**Task brief**
Note every line in the entries that contains the string "halo", and copy it.
(Input data)
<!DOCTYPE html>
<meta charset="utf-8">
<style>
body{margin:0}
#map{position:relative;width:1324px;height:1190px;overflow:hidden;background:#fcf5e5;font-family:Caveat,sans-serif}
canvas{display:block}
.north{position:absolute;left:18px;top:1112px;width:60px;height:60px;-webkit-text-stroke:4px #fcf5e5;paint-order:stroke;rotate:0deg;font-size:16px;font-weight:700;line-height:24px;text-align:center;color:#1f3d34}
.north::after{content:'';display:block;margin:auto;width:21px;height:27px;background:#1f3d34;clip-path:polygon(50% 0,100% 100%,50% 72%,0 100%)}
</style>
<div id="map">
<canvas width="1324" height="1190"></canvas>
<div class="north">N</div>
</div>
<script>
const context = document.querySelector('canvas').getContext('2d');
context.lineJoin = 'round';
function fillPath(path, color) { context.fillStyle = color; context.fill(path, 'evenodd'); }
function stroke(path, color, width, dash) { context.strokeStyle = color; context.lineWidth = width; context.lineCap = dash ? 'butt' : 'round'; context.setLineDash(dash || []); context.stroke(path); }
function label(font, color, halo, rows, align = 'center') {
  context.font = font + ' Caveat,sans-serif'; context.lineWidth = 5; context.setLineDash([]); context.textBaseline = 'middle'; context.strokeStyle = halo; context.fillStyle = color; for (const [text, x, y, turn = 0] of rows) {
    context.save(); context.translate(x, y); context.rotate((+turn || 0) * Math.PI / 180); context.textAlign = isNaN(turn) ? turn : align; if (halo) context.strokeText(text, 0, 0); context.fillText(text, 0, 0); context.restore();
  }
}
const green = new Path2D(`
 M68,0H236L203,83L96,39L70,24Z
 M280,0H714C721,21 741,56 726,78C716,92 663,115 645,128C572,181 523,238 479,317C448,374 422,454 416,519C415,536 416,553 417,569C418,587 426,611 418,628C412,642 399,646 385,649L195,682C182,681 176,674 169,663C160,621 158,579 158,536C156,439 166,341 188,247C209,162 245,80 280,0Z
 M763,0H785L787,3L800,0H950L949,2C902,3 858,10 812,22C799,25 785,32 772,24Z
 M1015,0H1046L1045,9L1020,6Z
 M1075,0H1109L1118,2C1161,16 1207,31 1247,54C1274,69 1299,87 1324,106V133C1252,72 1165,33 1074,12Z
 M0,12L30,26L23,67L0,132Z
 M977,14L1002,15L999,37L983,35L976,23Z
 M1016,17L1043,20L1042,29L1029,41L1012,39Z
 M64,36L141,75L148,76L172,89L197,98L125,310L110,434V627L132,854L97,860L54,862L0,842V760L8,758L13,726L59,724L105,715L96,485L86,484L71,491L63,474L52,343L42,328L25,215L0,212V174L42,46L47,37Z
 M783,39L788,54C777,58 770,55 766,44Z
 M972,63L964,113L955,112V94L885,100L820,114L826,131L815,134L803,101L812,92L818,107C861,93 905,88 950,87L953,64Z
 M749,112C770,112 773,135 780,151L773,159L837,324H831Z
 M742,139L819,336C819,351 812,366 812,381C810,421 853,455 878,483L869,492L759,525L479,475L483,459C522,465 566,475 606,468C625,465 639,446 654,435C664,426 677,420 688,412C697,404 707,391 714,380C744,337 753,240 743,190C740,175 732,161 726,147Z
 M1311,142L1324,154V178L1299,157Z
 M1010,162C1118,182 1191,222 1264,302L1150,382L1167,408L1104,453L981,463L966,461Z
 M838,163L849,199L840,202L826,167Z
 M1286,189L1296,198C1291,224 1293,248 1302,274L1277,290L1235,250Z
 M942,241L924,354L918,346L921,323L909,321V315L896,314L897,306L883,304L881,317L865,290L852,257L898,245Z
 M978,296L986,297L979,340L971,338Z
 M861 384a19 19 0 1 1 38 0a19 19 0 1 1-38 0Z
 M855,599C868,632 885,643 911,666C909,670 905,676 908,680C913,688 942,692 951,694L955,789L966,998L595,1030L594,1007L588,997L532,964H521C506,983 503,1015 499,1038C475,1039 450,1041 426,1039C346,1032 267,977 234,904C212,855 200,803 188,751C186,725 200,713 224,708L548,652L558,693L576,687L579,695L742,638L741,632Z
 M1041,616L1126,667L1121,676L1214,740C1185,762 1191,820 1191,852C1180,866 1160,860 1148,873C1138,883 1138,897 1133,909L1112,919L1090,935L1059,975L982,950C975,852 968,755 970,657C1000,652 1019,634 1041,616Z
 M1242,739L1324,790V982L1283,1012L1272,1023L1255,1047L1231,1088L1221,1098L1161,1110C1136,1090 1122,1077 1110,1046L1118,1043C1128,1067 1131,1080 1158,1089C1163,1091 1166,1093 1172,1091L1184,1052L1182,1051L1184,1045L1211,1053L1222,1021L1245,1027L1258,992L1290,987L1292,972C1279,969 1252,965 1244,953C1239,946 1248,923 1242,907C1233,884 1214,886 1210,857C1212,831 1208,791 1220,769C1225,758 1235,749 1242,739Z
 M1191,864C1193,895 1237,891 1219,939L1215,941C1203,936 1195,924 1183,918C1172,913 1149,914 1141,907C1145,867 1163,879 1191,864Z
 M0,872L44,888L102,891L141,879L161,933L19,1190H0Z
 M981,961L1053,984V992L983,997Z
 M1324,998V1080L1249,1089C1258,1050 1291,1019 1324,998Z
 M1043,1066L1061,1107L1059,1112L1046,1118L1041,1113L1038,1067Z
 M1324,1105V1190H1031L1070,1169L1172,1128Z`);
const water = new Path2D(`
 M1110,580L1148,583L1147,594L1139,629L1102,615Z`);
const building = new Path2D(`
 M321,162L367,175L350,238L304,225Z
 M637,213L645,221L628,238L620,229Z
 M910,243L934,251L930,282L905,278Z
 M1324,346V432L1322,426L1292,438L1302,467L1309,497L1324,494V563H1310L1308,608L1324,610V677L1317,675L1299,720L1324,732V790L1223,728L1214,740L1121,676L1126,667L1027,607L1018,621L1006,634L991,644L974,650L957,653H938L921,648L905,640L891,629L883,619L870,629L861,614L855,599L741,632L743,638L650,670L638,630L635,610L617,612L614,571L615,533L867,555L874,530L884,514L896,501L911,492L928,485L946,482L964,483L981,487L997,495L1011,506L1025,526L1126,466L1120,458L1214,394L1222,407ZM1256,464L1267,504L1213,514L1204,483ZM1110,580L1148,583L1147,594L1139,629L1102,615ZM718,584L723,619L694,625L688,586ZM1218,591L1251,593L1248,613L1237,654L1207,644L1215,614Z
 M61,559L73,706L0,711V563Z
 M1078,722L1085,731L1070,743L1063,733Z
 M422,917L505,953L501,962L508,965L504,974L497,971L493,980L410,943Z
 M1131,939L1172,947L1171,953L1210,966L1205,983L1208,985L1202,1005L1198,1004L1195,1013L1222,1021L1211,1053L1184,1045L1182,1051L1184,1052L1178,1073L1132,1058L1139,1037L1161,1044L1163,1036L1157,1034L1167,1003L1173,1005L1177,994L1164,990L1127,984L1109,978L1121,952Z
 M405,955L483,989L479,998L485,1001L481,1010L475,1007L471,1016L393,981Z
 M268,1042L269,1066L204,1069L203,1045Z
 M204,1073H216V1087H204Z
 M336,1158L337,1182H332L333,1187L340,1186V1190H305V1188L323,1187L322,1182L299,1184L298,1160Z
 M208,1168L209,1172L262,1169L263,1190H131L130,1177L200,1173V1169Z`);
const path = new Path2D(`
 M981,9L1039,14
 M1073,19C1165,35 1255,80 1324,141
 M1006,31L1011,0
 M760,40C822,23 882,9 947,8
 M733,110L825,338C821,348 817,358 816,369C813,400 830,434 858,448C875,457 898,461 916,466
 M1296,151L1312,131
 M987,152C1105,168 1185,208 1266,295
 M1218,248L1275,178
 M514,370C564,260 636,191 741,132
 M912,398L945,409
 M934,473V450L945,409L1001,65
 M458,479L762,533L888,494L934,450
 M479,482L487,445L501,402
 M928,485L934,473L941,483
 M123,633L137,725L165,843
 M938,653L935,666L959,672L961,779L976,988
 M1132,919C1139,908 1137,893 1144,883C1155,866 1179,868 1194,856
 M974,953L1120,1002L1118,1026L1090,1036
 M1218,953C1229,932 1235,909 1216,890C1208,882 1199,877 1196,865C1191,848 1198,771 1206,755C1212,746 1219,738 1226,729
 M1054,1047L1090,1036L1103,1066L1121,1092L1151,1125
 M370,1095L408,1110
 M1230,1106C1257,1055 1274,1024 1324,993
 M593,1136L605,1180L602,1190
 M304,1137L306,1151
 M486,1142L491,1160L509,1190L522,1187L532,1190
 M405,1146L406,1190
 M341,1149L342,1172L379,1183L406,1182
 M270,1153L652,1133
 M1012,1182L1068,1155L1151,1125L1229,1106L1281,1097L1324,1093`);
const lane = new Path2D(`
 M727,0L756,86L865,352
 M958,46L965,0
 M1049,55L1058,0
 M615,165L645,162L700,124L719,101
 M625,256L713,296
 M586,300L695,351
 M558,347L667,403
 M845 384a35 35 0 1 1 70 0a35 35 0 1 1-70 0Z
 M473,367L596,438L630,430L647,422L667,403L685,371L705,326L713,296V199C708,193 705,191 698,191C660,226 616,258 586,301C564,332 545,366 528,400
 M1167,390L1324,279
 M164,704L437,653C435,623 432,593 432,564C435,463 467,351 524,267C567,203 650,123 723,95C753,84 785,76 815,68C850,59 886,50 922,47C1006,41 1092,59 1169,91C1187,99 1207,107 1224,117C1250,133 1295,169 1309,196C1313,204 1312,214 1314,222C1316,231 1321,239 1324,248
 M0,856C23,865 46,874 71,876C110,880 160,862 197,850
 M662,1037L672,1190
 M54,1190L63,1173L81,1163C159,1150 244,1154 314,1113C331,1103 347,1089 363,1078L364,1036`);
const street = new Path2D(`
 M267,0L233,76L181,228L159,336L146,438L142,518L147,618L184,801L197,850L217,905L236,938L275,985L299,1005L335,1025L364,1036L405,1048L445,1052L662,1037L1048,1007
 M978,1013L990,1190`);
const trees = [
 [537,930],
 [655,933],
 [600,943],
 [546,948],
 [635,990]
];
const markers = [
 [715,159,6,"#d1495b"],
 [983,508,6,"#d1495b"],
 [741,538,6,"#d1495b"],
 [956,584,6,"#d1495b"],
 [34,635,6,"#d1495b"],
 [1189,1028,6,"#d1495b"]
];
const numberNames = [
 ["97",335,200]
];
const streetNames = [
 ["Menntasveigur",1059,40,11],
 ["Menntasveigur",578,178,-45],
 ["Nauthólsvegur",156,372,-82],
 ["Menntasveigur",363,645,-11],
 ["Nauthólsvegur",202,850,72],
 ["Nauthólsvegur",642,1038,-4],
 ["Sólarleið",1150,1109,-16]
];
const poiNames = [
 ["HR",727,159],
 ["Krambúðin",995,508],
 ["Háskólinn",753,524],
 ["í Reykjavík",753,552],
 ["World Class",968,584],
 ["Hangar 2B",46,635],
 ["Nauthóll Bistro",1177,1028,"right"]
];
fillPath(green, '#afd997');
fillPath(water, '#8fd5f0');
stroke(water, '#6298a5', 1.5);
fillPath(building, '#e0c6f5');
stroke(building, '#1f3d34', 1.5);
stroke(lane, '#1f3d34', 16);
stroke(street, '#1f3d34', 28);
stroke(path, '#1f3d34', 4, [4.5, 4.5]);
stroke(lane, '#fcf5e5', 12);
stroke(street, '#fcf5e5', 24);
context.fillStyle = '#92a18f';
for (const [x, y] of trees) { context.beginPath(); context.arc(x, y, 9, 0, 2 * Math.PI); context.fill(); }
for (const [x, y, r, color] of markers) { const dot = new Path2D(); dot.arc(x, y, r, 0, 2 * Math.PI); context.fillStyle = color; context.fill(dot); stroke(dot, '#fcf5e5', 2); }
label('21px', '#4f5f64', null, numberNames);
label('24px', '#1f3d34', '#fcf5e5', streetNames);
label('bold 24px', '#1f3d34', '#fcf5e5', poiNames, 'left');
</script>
(End Input data)
**Completed task**
function label(font, color, halo, rows, align = 'center') {
  context.font = font + ' Caveat,sans-serif'; context.lineWidth = 5; context.setLineDash([]); context.textBaseline = 'middle'; context.strokeStyle = halo; context.fillStyle = color; for (const [text, x, y, turn = 0] of rows) {
    context.save(); context.translate(x, y); context.rotate((+turn || 0) * Math.PI / 180); context.textAlign = isNaN(turn) ? turn : align; if (halo) context.strokeText(text, 0, 0); context.fillText(text, 0, 0); context.restore();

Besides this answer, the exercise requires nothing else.